May is Jewish American Heritage month, offering an opportunity to celebrate the work of Jewish Americans. To celebrate, the press is offering a sale on all of our Jewish studies titles. Explore the selection and take a look at some recent applicable books here.

As millions of Jews immigrated to the United States from Eastern Europe starting in the 1870s, they brought with them not only their religious heritage but also a definitive idea of the place and value of art and aesthetics in society. These ideas, motivated by local customs, morality, and political and social interests, are clear in the work of twentieth-century Jewish artists such as Mark Rothko, Leon Israel, Max Weber, Saul Bernstein, and more. In Heritage: Jewish Artists in America since 1900, Matthew Baigell situates these artists in a uniquely Jewish context. Starting from the shared values and references that informed generations of work, Baigell explores a century of progress through that specific lens. Placing these artists in a focused and continuous history of their own, Baigell shows how Jewish art in America has been informed by national and political trends, how first-generation Jewish artists responded to the works of their predecessors and images from a world away, and how contemporary artists reckon with modern Judaism.

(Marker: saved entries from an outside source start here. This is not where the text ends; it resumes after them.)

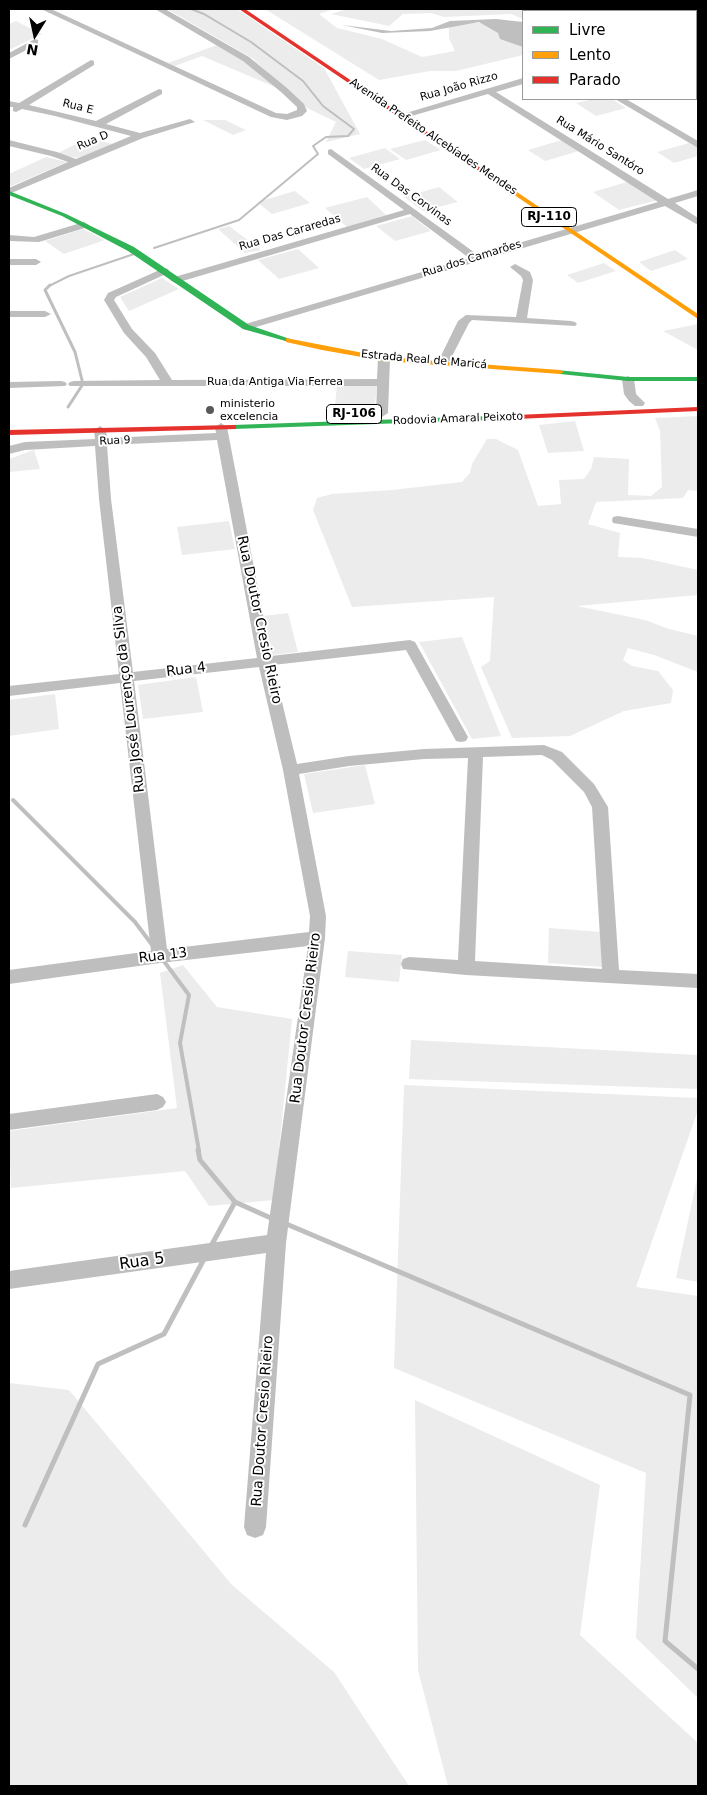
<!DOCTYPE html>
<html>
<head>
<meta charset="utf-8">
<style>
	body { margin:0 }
	#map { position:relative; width:707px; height:1795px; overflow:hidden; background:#fff; font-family:"DejaVu Sans",sans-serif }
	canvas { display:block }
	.frame { position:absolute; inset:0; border:10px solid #000; pointer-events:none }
	.legend { position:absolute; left:522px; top:10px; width:175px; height:90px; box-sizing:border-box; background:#fff; border:1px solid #999; margin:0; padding:6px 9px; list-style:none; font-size:15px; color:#000 }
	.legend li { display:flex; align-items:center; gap:10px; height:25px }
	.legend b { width:25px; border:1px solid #999 }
	.north { position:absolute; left:10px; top:10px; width:50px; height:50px; -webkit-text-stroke:4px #fff; paint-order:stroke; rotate:190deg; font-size:14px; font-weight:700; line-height:20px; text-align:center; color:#000 }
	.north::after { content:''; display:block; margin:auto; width:18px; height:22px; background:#000; clip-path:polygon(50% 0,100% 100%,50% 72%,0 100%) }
</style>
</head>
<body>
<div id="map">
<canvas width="707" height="1795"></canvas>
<div class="frame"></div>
<ul class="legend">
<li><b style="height:6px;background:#30b455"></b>Livre</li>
<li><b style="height:6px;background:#ff9f0a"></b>Lento</li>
<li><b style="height:6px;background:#e5322d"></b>Parado</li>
</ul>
<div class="north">N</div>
</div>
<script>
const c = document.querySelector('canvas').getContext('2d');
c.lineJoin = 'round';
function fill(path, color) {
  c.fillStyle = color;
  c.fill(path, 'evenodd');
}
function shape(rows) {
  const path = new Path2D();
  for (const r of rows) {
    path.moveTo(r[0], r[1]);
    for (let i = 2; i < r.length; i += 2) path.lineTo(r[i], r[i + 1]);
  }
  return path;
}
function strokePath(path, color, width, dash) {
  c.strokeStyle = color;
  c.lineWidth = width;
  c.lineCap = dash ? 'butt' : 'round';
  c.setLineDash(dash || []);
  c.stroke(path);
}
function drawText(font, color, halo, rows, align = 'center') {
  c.font = font + ' "DejaVu Sans",sans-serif';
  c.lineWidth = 4;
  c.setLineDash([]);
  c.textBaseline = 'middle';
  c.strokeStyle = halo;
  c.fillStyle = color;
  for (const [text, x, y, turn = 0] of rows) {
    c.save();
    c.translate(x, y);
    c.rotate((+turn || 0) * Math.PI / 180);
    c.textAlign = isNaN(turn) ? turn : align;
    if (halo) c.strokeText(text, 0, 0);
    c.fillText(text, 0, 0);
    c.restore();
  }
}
const green = shape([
	[167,9,237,9,324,68,360,134,326,142,336,122,307,108,252,58],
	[265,9,334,9,319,14,337,28,382,39,422,57,455,51,449,38,449,25,496,21,523,24,523,55,456,71,430,71,379,80],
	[347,9,634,9,633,11,523,11,523,19,511,14,444,17,431,13,403,14,389,26,331,14],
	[16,21,42,34,9,50,9,24],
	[217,45,242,59,275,87,202,56,175,66,168,63],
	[594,99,612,99,626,108,596,116,576,103],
	[203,120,225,120,246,130,233,135],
	[88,138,113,144,78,158,56,154],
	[425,140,441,150,406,160,390,149],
	[562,140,579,151,545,161,528,150],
	[689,143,698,148,698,156,674,163,657,152],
	[385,148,400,159,364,169,349,158],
	[46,157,67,162,9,187,9,174],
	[627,182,658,200,619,210,593,192],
	[439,187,458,202,423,211,404,197],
	[295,191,310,203,272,214,257,202],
	[367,197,386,215,347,227,325,208],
	[412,216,431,231,395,241,376,226],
	[229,226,261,250,245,253,218,229],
	[83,229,105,240,64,254,45,241],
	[298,249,319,268,279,279,258,260],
	[675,250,688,259,651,271,639,262],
	[604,263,616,271,578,283,567,275],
	[162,278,179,289,129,311,120,297],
	[698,324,698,350,663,331],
	[337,385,377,385,375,405,335,406],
	[698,416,698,491,688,490,683,498,596,502,588,524,620,533,618,557,643,558,698,570,698,595,577,606,645,620,669,629,698,636,698,672,654,655,628,648,623,660,632,666,658,671,673,690,671,703,624,711,570,736,512,738,481,667,490,661,494,597,352,607,313,510,317,498,332,494,392,490,462,482,470,473,472,464,487,439,496,439,518,450,538,506,561,504,559,480,584,479,591,469,594,457,629,459,628,495,651,496,662,487,660,431,655,418],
	[575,421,584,451,548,453,539,425],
	[34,450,40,469,9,472,9,459],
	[229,521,235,549,182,555,177,527],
	[288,613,298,652,272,655,263,616],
	[462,637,501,736,472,739,419,642],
	[196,677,203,712,143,719,138,685],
	[55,694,59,729,9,736,9,700],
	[365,765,375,804,313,813,304,774],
	[549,928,602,932,603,967,548,963],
	[348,951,402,955,399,982,345,977],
	[183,965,217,1007,292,1019,274,1200,209,1206,185,1171,11,1188,9,1131,177,1108,160,973],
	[411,1040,698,1055,698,1089,409,1079],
	[404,1085,698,1098,698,1110,636,1287,698,1296,698,1698,636,1638,646,1473,394,1368],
	[698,1174,698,1282,676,1278],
	[9,1383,69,1390,232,1585,334,1672,409,1786,9,1786],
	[415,1400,600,1485,580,1635,698,1743,698,1786,448,1786,418,1670]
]);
const water = shape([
	[496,19,523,22,523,47,500,39,498,33,479,22,430,31,382,33,342,25,391,31,432,28,450,21]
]);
const streamFar3 = shape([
	[154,248,239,220,318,154,313,146,326,137,348,136,354,129,323,106,303,81,251,42,204,14,191,9],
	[49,286,69,276,134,254]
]);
const streamFar2 = shape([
	[50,285,45,290,75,352,83,384,68,407]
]);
const streamFar1 = shape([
	[13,800,135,922,153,946],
	[163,960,189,995,180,1043,199,1151]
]);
const stream = shape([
	[198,1150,200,1160,235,1202,211,1246],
	[235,1202,273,1219],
	[284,1223,690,1395,665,1641,698,1669],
	[25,1525,98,1364,164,1334,204,1259]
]);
const street = shape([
	[41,9,51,9,276,113,287,114,297,110,297,107,281,92,243,61,155,9,165,9,249,57,287,88,304,104,307,111,302,116,287,120,271,117,41,9],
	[35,39,38,40,38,44,9,59,9,53,35,39],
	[696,44,698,45,698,51,696,50,696,44],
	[91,60,94,61,94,65,29,105,96,121,159,89,162,90,162,94,106,124,140,133,190,119,195,122,143,138,9,194,9,188,68,162,51,156,9,146,9,140,57,152,76,159,131,136,55,116,22,109,16,112,13,111,13,107,9,107,9,101,19,103,91,60],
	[696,76,698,77,698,84,696,83,696,76],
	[523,78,523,84,496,92,668,199,698,190,698,196,675,203,698,218,698,225,665,206,246,330,240,327,242,325,469,258,410,214,179,282,175,283,170,280,171,278,404,210,328,154,328,150,331,149,478,255,658,202,488,94,401,119,396,116,523,78],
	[615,99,626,99,698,141,698,148,615,99],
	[84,222,89,225,88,227,39,242,9,241,9,235,34,237,84,222],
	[9,259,36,259,41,262,36,265,9,265,9,259],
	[515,264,530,272,533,280,527,318,571,321,575,322,577,324,575,326,472,320,469,323,448,364,440,364,438,362,458,321,466,315,516,317,523,280,521,276,510,267,515,264],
	[164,268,168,269,169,271,168,273,116,297,114,300,132,329,155,353,172,380,377,379,378,359,384,356,390,359,388,413,382,417,376,413,377,386,70,386,68,384,70,382,74,381,160,380,146,357,124,333,104,300,108,293,164,268],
	[9,311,45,311,51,314,45,317,9,317,9,311],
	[628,376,634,379,636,394,645,403,643,406,635,406,629,401,624,394,622,379,628,376],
	[61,381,65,382,67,384,65,386,9,388,9,382,61,381],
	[221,423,227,427,271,656,410,640,415,642,468,737,466,741,461,742,456,741,406,650,273,665,297,764,349,756,424,749,544,745,562,752,594,784,608,807,619,970,698,974,698,988,466,975,403,969,401,964,403,959,409,957,458,960,468,758,424,759,349,766,299,774,326,916,325,938,286,1243,266,1527,263,1535,255,1538,247,1535,244,1527,266,1253,9,1289,9,1271,267,1235,308,946,160,963,9,984,9,970,151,951,120,683,9,696,9,686,119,674,99,499,95,446,25,450,9,454,9,446,25,442,95,439,94,430,100,426,106,430,107,438,216,433,215,427,221,423],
	[217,440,257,658,133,672,111,499,107,445,217,440],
	[259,667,283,770,310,916,309,932,167,949,134,681,259,667],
	[542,755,552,760,584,792,592,807,602,969,475,961,483,757,542,755],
	[618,516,698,529,698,537,613,523,612,520,613,517,618,516],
	[157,1094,163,1097,166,1102,163,1107,157,1110,9,1130,9,1114,157,1094]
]);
const fast = shape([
	[9,191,66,214,134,247,249,325,293,340,289,342,243,329,128,251,62,216,9,195,9,191],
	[557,370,628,377,698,377,698,381,628,381,560,374,556,372,557,370],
	[516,415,519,415,519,419,233,429,229,427,233,425,516,415]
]);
const slow = shape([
	[504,186,508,186,698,314,698,319,504,188,504,186],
	[286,338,384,357,560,370,564,372,560,374,384,361,322,350,286,342,286,338]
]);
const jam = shape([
	[239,9,245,9,509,187,504,188,239,9],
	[698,407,698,411,516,419,512,417,516,415,698,407],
	[233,425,236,425,236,429,9,435,9,430,233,425]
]);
const markers = [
	[210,410,5,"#595959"]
];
const farStreetnames = [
	["Rua João Rizzo",459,87,-16],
	["Rua E",78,107,14],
	["Avenida Prefeito Alcebíades Mendes",433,137,34],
	["Rua D",93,141,-23],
	["Rua Mário Santóro",600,146,32],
	["Rua Das Corvinas",411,195,36],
	["Rua Das Cararedas",290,233,-16],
	["Rua dos Camarões",472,259,-17],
	["Estrada Real de Maricá",424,360,5],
	["Rua da Antiga Via Ferrea",275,382],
	["Rodovia Amaral Peixoto",458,419,-2],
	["Rua 9",115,441,-3]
];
const farPoinames = [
	["ministerio",220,404],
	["excelencia",220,417]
];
const shields = [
	[549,217,55],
	[354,414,55]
];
const shieldNames = [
	["RJ-110",549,217],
	["RJ-106",354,414]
];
const streetNames = [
	["Rua Doutor Cresio Rieiro",259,620,78],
	["Rua 4",186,670,-7],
	["Rua José Lourenço da Silva",129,699,-97],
	["Rua 13",163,956,-7],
	["Rua Doutor Cresio Rieiro",306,1018,-83],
	["Rua Doutor Cresio Rieiro",263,1421,-86]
];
const nearStreetnames = [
	["Rua 5",142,1262,-8]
];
fill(green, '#ececec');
fill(water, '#bfbfbf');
strokePath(streamFar3, '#bfbfbf', 2);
strokePath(streamFar2, '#bfbfbf', 3);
strokePath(streamFar1, '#bfbfbf', 4);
strokePath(stream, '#bfbfbf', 5);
fill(street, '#bebebe');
fill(fast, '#30b455');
fill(slow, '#ff9f0a');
fill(jam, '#e5322d');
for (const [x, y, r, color] of markers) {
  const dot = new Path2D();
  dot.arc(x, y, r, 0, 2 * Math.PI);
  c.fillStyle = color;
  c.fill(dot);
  strokePath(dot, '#fff', 2);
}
drawText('11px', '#000', '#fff', farStreetnames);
drawText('11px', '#000', '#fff', farPoinames, 'left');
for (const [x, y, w] of shields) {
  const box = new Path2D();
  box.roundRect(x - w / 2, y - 9.5, w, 19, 4);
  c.fillStyle = '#fff';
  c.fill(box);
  strokePath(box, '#000', 1);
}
drawText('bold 12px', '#000', null, shieldNames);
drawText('14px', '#000', '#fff', streetNames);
drawText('16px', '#000', '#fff', nearStreetnames);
</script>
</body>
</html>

Rokhl Feygenberg became one of the youngest authors published in Yiddish when her autobiographical debut novel, originally called My Childhood Years, was released serially in 1905. This fictionalized account of her own rough childhood in a small Belarusian shtetl in the 1890s is framed by the deaths of her father when she was five and that of her mother when she was fourteen. Forced to provide and care for her family, the narrator finds escape through books and is inspired by them to invent an alternate fantasy life for herself, transforming the challenges of her everyday into a dreamscape world of city life and romance. In Tamara T. Helfer’s masterful translation, the narrator describes her fictional village of Bulin, deep in wild swampland and forests, far away from the world of books where she finds solace. Readers are enmeshed in the daily rituals of rural Jewish life, following the narrator through her long days of labor and caring for family. Her story, at times funny, at times full of pathos, is a clear-eyed description of youthful imaginings with three-dimensional, flawed characters, and vivid descriptions of everyday shtetl life.

On March 27, 1933, representatives from across the American religious spectrum came to Madison Square Garden, united in a shared purpose to speak out against the rise of fascism in Germany and Adolph Hitler’s seizure of power. This rally—the first of several held at the Garden before, during, and after World War II—represents an unexplored moment of Jewish and Christian relations, challenging assumptions about Christian leaders’ indifference to the Jewish plight and their guilt as the realities of the Holocaust came to light. In Uncommon Allies, Alan Shore uses an impressive range of primary and secondary sources, including English and Yiddish newspapers of the time and neglected histories of various religious organizations, to shine a light on these pivotal rallies.

With his intense, quickfire psychological fiction and consistent portrayal of characters’ subconscious minds, Jonah Rosenfeld is a standout among Yiddish authors of the early twentieth century. In his dedication to observing human psychology, he frequently confronted issues rarely dealt with by his contemporaries. In A Plague of Cholera and Other Stories, Rosenfeld confronts the issues of his day, whether they be epidemics, differing social expectations for men and women, financial instability, or challenges to Jewish life at the beginning of the twentieth century. His themes are as relevant today as when the stories were first published. This new translation from the original Yiddish is culled from anthologies spanning Rosenfeld’s career, starting in 1924 and running through 1959 and contextualized alongside Rosenfeld’s biography and other writings. These short stories are presented in a fresh, approachable way, welcoming to students as well as seasoned readers of Yiddish texts and translations.

When the young narrator of Miriam Karpilove’s A Provincial Newspaper leaves New York to work for a new Yiddish newspaper in Massachusetts, she expects to be treated with respect as a professional writer. Instead, she finds herself underpaid and overworked. In this slapstick novella, Karpilove’s narrator lampoons the gaggle of blundering publishers and editors who put her through the ringer and spit her back out again. Along with A Provincial Newspaper, this captivating collection includes nineteen stories originally published in Forverts in the 1930s, during Karpilove’s time as a staff writer at that newspaper. In the stories, we find a large cast of characters—an older woman navigating widowhood, a writer rebuffed by dismissive audiences, American-born Jewish girls unable to communicate with Yiddish-speaking immigrants, and a painter so overcome with jealousy about his muse’s potential lover that he misses his opportunity with her—each portrayed with both sympathy and irony, in ways unexpected and delightful.